▶ _What you will do_: Scan the listing below for lines with the word "green". Report how many there are, as a number alone.

-- Opening Marker --

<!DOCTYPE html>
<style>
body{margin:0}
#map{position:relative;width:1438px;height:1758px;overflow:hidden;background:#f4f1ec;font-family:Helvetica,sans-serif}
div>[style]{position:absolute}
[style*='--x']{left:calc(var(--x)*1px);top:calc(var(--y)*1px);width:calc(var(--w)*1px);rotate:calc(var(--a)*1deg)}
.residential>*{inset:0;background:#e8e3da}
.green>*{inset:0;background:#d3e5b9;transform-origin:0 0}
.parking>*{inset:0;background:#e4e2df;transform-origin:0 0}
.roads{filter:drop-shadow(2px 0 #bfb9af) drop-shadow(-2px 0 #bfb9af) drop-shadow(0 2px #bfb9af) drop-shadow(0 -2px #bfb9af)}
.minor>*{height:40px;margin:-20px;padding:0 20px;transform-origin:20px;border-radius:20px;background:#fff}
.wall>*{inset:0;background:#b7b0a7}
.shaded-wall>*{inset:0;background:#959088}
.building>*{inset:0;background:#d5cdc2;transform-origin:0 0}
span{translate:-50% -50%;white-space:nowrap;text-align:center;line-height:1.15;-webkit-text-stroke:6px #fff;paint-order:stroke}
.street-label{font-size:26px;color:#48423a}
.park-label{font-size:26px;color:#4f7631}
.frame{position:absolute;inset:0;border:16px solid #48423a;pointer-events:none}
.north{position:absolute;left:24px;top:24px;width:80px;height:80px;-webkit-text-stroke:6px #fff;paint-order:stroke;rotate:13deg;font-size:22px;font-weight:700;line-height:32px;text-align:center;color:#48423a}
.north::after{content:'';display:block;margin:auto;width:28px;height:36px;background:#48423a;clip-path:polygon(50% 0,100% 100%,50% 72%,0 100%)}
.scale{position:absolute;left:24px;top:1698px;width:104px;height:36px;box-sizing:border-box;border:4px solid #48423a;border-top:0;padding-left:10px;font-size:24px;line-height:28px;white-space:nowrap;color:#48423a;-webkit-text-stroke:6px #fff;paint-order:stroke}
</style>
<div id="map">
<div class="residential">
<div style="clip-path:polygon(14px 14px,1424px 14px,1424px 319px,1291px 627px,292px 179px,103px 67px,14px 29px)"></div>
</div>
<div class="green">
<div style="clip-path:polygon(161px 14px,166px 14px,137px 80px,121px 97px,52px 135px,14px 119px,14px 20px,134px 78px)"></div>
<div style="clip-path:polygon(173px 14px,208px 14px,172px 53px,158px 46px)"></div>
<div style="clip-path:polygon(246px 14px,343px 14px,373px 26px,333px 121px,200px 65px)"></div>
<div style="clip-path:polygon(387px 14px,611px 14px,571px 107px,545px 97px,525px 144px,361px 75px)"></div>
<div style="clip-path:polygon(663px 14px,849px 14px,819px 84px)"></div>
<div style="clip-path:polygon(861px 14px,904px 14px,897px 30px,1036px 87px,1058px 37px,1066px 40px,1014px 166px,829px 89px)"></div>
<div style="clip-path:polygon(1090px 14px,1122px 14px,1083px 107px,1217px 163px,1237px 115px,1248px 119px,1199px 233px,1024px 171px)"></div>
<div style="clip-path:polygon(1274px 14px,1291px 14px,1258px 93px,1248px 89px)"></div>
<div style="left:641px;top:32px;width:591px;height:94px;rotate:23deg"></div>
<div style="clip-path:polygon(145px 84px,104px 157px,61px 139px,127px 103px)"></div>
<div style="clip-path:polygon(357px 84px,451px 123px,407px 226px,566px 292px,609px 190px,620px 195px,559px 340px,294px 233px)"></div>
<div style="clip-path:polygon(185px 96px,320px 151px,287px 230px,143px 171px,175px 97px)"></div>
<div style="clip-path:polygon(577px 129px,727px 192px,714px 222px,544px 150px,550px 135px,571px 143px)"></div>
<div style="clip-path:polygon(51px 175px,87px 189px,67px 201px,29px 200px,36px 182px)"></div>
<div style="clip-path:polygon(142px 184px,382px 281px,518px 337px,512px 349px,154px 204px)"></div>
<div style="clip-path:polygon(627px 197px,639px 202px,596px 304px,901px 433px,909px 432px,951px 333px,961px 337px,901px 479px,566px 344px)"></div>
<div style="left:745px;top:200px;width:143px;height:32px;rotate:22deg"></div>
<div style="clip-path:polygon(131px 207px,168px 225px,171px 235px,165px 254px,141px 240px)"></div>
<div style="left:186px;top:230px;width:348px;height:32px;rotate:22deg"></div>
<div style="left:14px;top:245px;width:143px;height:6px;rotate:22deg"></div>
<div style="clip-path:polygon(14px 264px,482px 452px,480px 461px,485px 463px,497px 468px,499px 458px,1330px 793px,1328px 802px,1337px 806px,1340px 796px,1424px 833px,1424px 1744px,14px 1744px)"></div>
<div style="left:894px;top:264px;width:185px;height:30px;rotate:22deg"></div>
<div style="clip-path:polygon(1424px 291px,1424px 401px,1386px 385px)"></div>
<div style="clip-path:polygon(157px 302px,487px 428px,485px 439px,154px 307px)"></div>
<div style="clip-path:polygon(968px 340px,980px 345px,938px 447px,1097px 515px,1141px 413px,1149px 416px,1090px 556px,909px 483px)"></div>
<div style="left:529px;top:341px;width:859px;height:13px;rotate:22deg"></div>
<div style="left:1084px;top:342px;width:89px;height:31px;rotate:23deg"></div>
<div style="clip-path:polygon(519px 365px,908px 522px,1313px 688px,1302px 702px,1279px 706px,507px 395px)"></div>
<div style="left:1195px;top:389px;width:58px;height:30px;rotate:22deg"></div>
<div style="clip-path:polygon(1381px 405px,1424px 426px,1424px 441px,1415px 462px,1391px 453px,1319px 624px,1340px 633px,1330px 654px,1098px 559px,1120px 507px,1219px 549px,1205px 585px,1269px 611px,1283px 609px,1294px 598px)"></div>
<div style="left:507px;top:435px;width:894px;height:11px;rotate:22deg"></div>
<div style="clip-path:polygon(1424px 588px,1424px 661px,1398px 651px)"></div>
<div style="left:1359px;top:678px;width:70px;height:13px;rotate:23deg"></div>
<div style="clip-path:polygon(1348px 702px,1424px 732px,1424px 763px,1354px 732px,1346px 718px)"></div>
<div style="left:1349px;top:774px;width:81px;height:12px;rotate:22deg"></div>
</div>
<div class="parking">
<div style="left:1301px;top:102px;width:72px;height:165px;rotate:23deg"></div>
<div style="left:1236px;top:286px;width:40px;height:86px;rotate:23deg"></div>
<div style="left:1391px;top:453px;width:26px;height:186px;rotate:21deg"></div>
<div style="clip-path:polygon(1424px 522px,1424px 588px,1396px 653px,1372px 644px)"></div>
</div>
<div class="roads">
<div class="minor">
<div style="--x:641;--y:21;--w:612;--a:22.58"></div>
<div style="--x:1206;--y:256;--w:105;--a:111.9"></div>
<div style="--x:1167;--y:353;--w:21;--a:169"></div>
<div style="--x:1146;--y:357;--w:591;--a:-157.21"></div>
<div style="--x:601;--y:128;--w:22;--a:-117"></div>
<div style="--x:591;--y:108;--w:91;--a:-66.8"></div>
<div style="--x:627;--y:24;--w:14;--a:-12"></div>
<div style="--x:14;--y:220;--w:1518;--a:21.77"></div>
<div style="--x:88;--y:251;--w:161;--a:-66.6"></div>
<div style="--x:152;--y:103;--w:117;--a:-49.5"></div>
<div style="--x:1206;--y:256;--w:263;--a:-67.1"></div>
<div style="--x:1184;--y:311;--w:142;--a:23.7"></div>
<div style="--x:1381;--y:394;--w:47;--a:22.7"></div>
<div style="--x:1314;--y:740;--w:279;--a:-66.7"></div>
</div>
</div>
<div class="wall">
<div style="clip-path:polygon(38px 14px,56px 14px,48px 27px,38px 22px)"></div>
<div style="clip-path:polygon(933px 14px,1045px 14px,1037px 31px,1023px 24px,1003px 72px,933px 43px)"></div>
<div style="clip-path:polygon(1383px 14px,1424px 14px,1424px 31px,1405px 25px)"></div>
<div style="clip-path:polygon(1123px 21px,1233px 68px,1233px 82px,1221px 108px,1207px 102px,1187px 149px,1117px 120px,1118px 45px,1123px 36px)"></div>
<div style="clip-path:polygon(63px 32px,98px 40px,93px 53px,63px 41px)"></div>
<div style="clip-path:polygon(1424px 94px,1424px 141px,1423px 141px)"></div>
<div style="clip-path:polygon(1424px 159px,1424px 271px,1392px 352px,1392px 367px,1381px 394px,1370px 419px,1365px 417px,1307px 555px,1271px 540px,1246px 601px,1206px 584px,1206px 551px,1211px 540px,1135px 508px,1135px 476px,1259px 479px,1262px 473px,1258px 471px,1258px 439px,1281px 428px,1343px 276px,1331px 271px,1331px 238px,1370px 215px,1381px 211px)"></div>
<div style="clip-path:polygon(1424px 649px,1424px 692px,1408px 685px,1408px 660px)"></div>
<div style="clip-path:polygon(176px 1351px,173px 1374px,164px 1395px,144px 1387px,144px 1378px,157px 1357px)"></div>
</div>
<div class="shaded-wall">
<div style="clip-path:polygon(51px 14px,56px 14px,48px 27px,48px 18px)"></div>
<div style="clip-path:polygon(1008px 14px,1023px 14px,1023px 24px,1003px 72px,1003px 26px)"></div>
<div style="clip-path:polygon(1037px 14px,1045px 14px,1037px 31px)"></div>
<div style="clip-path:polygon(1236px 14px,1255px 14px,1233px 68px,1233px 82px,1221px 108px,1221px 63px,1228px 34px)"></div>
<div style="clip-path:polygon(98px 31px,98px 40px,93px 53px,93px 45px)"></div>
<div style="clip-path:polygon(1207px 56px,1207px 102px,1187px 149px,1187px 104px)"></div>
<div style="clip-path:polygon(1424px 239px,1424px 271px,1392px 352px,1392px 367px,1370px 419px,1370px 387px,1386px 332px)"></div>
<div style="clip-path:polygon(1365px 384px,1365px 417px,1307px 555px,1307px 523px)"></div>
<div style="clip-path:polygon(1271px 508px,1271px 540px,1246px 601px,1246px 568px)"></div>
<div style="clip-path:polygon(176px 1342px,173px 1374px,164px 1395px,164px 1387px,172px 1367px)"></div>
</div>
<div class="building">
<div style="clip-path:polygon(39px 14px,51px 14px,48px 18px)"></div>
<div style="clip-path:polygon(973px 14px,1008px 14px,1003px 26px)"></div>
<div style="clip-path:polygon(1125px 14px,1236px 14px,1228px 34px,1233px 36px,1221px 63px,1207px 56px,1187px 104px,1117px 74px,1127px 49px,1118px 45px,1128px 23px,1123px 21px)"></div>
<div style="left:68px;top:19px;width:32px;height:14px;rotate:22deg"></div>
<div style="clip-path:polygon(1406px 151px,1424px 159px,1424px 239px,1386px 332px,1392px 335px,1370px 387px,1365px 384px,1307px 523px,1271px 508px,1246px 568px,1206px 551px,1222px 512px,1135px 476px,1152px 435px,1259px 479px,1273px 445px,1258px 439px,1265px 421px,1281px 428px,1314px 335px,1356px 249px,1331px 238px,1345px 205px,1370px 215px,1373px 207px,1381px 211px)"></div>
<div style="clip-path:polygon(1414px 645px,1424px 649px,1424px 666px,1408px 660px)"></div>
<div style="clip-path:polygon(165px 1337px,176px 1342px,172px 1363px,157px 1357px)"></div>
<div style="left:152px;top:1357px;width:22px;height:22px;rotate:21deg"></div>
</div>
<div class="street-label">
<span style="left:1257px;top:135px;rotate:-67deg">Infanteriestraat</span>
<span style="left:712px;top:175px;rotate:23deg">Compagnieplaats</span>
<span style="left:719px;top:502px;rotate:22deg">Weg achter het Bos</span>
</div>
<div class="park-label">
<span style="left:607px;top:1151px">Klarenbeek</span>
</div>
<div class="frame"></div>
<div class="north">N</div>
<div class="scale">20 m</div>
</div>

-- Closing Marker --

▶ _Reply_: 2